Anna Sundström, born as Anna Christina Persdotter (26 February 1785 in Kymlinge, Spånga - 1871), was a Swedish chemist. She was the assistant of the chemist Jöns Jacob Berzelius from 1808 to 1836. Anna Sundström has been referred to as the first female chemist in Sweden.

==Biography==
Anna Persdotter was the daughter of the farmer Per Jansson, and later took the name Sundström. Early on, she moved to the capital to serve as a maid, and was in 1808 employed as the housekeeper of Jöns Jacob Berzelius, who was regarded as one of the fathers of modern chemistry. She acted effectively as his assistant and co worker during his research. During her work, she was educated in chemistry and acquired a vast knowledge within it. Berzelius stated : "She is used to all my equipment and their names to such a degree that I could without hesitation make her distill Hydrochloric acid."
Sundström also administrated his laboratory as well as supervised his students, who affectionally called her "strict Anna".

She was forced to end her employment when Berzelius married Elisabeth Poppius in 1836. Here is some of the work that was done by Berzelius during the period in which Sundstrom was assisting him.

- The electrochemical reaction theory, which concludes that an electrical current can be sent between two substances to initiate a change of electrons.
- Electrochemical dualism, one of the better known works.
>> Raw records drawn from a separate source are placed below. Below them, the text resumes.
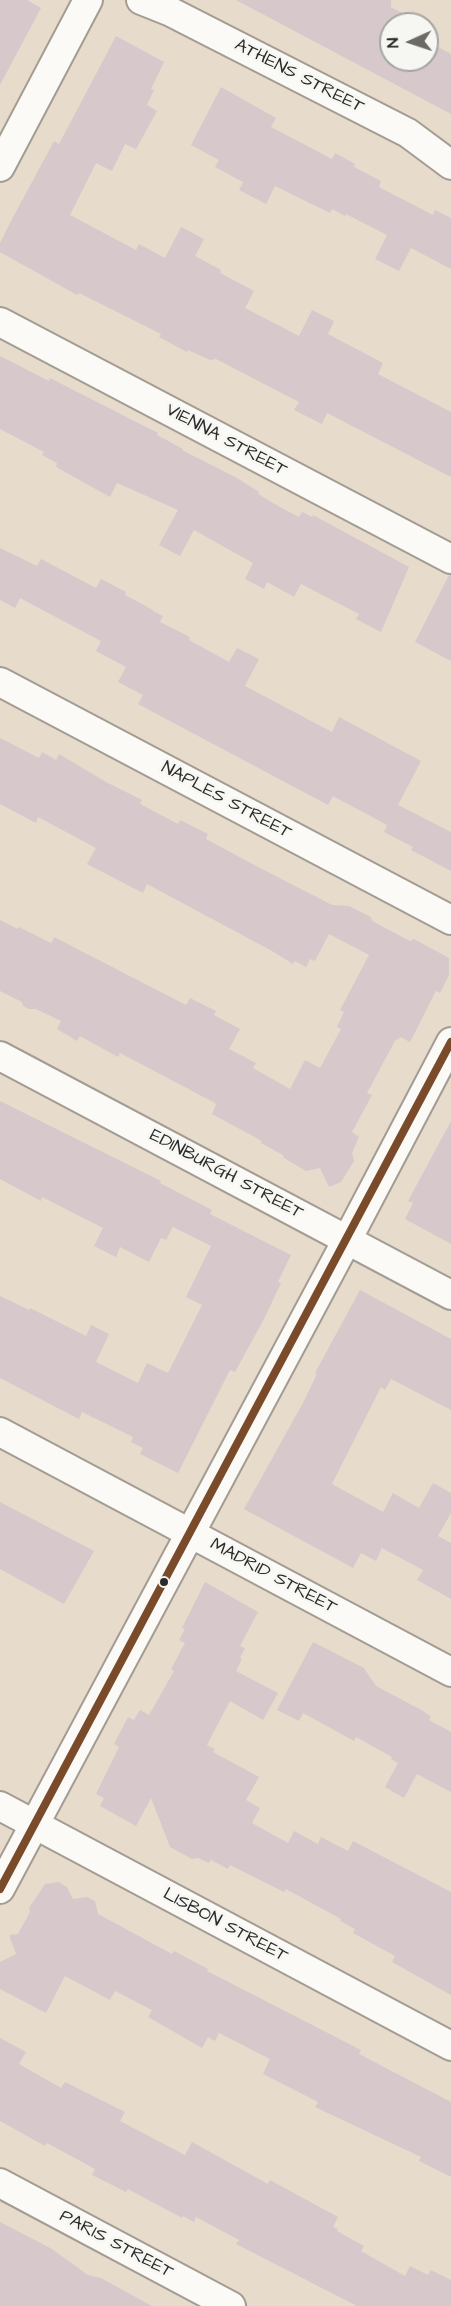 <!DOCTYPE html>
<html>
<head>
<meta charset="utf-8">
<style>
  body { margin:0 }
  #map { position:relative; width:451px; height:2306px; overflow:hidden; background:#e7dbcb; font-family:"Architects Daughter",sans-serif }
  canvas { display:block }
  .north { position:absolute; left:379px; top:12px; width:60px; height:60px; box-sizing:border-box; background:#f6f6f2; border:2px solid #a5a5a2; border-radius:50%; rotate:267deg; font-size:16px; font-weight:700; line-height:24px; text-align:center; color:#2b2b2b }
  .north::after { content:''; display:block; margin:auto; width:21px; height:27px; background:#6d6963; clip-path:polygon(50% 0,100% 100%,50% 72%,0 100%) }
</style>
</head>
<body>
<div id="map">
<canvas width="451" height="2306"></canvas>
<div class="north">N</div>
</div>
<script>
const context = document.querySelector('canvas').getContext('2d');
context.lineJoin = 'round';
function paint(path, color) { context.fillStyle = color; context.fill(path, 'evenodd'); }
function trace(path, color, width, dash) { context.strokeStyle = color; context.lineWidth = width; context.lineCap = dash ? 'butt' : 'round'; context.setLineDash(dash || []); context.stroke(path); }
function write(font, color, halo, rows, align = 'center') {
  context.font = font + ' "Architects Daughter",sans-serif'; context.lineWidth = 5; context.setLineDash([]); context.textBaseline = 'middle'; context.strokeStyle = halo; context.fillStyle = color; for (const [text, x, y, turn = 0] of rows) {
    context.save(); context.translate(x, y); context.rotate((+turn || 0) * Math.PI / 180); context.textAlign = isNaN(turn) ? turn : align; if (halo) context.strokeText(text, 0, 0); context.fillText(text, 0, 0); context.restore();
  }
}
paint(new Path2D(`
  M0,0H27L41,8L0,85Z
  M236,0H391V7L423,24H391V60H427V41L451,54V114Z
  M116,36L164,62L151,89L154,90L147,105L157,111L136,149L125,144L112,171L96,163L70,215L136,250L139,244L165,258L181,227L204,239L195,256L221,270L220,273L254,291L245,308L299,336L312,310L334,321L328,334L383,363L378,374L451,412V477L327,413L322,424L294,410L299,402L216,359L210,360L188,350L187,352L159,337L161,334L79,293L77,295L0,252V243L10,223L54,141L59,144Z
  M221,87L276,118L271,127L332,159L335,153L355,164L354,167L381,181L379,187L433,215L435,210L451,218V269L411,248L399,271L375,259L387,235L346,214L345,216L332,209L330,213L275,186L266,204L239,190L243,182L215,167L219,160L191,145Z
  M0,356L49,381L50,378L148,428L158,433L157,435L183,449L182,450L237,478L259,492L258,494L278,506L299,517L302,512L312,517L313,515L409,567L381,632L356,619L359,614L301,584L294,597L267,582L264,589L245,579L253,563L194,530L180,556L159,545L178,510L117,483L110,497L56,467L57,463L42,455L44,452L0,429Z
  M0,548L37,566L41,559L96,588L101,579L126,592L125,595L153,610V611L163,616L160,622L190,637L189,640L229,662L237,648L259,659L245,686L332,732L339,717L421,761L398,805L451,832V871L411,850L413,847L384,832L387,825L333,796L328,805L138,704L143,695L118,682L126,667L96,651L101,641L20,598L15,608L0,600Z
  M449,575H451V661L415,642Z
  M0,738L39,758L42,752L56,760L59,754L106,782L142,800L140,804L178,824L180,820L208,834L206,839L260,868L332,905L349,906L371,917L372,921L410,941L414,939L449,958V975L440,993L436,991L410,1042L400,1037L398,1040L396,1039L367,1093L372,1095L352,1132L359,1137L352,1153L354,1161L341,1182L329,1187L320,1168L306,1171L284,1158L283,1155L261,1143L262,1141L212,1114L216,1105L215,1103L120,1053L118,1057L80,1036L77,1041L57,1029L61,1021L36,1009H29L23,1006L22,1002L0,991V920L18,929L19,927L51,943L54,937L186,1005L190,998L216,1011L214,1015L240,1029L229,1049L256,1063L253,1068L290,1089L305,1060L320,1068L341,1029L337,1027L344,1012L340,1010L369,955L329,934L315,961L310,959L306,967L295,961L293,964L272,951L147,884L143,893L87,864L96,848L38,817L36,823L0,804Z
  M0,1101L161,1181L160,1183L212,1210L210,1214L291,1255L278,1282L281,1283L264,1319L235,1372L230,1370L178,1473L140,1454L143,1448L131,1442L133,1437L82,1412L79,1419L0,1378V1296L29,1310L30,1308L86,1336L91,1325L109,1334L96,1362L138,1383L147,1363L168,1373L202,1305L186,1297L211,1246L173,1227L166,1240L161,1238L149,1262L120,1247L116,1257L94,1246L103,1228L42,1197L41,1201L0,1179Z
  M451,1121V1244L405,1219L413,1203L408,1201Z
  M360,1290L451,1339V1410L391,1379L385,1390L381,1387L332,1484L383,1512L393,1493L419,1508L433,1483L451,1493V1513L438,1536L451,1543V1599L417,1580L423,1570L382,1548L376,1561L361,1553L353,1568L244,1509L304,1401L317,1374L315,1373Z
  M0,1502L94,1551L64,1604L0,1569Z
  M205,1582L258,1612L240,1646L245,1648L240,1658L242,1659L236,1671L278,1693L263,1720L230,1701L207,1745L215,1749L213,1752L259,1777L246,1800L260,1808L252,1823L288,1843L294,1831L318,1844L321,1837L348,1851L353,1841L451,1892V1995L392,1962L395,1956L353,1933L355,1929L340,1921L341,1919L286,1889L284,1892L230,1865L228,1869L211,1860L209,1863L198,1858L192,1859L170,1847L151,1798L136,1826L100,1806L104,1798L96,1794L119,1747L114,1744L128,1717L134,1720L140,1710L149,1715L174,1671L171,1669L185,1643L179,1640L185,1629L182,1628Z
  M313,1642L364,1668L376,1686L423,1711L431,1717L429,1720L451,1732V1792L417,1774L404,1798L385,1787L398,1763L391,1759L392,1757L356,1737L354,1741L303,1713L299,1721L277,1710Z
  M58,1882L67,1887L73,1899L87,1897L95,1901L98,1914L172,1954L174,1951L208,1969L207,1971L361,2050L359,2054L451,2102V2177L419,2161L421,2157L315,2107L318,2102L263,2074L270,2059L219,2033L215,2041L208,2037L202,2048L148,2017L152,2010L115,1991L110,2000L65,1976L46,2013L0,1989V1962L16,1954L9,1935L18,1934L30,1912L29,1908L45,1884Z
  M0,2038L26,2052L19,2064L61,2088L65,2082L125,2112L120,2121L185,2155L192,2142L268,2184L270,2180L338,2217L333,2227L338,2229L337,2231L364,2246L361,2251L405,2276L410,2266L428,2275L431,2270L451,2280V2306H357L236,2244L239,2240L196,2217L194,2222L183,2216L182,2218L128,2189L126,2192L92,2175L95,2169L47,2143L45,2146L0,2121Z
  M0,2222L52,2249L88,2275L101,2278L152,2306H0Z`), '#d7c8cc');
const minor = new Path2D(`
  M141,0L171,12L408,133L451,165
  M0,167L88,0
  M0,322L451,559
  M0,682L451,920
  M0,1056L451,1295
  M0,1432L451,1672
  M0,1806L451,2046
  M0,1889L347,1240L451,1042
  M0,2183L231,2306`);
trace(minor, '#a39c93', 32);
trace(minor, '#fbfaf7', 28);
trace(new Path2D(`
  M0,1889L451,1042`), '#7a4b2a', 8);
for (const [x, y, r, color] of [
  [164,1582,5,"#2b2b2b"]
]) { const dot = new Path2D(); dot.arc(x, y, r, 0, 2 * Math.PI); context.fillStyle = color; context.fill(dot); trace(dot, '#f6f6f2', 2); }
write('18px', '#2b2b2b', '#f6f6f2', [
  ["ATHENS STREET",299,77,27],
  ["VIENNA STREET",226,441,28],
  ["NAPLES STREET",226,801,28],
  ["EDINBURGH STREET",226,1175,28],
  ["MADRID STREET",273,1577,28],
  ["LISBON STREET",225,1926,28],
  ["PARIS STREET",116,2245,28]
]);
</script>
</body>
</html>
It dealt with the voltaic pile, which was used in the first electrical battery invented by Humphry Davy in 1803, and its power to decomposes chemically in such a way that they were broken into tow oppositely charged components.
- Stoichiometry in inorganic chemistry, putting place the atomic weights of elements and the formulas for all inorganic compounds. This led later scientists coining it with the name stoichiometry
- The discovery of the elements vanadium, lanthanum, didymium, erbium, terbium, and selenium.

==Legacy==
Every year, the Swedish Chemical Society's division of inorganic chemistry selects the best Swedish PhD-thesis in inorganic chemistry and presents the author with the Anna Sundström Award.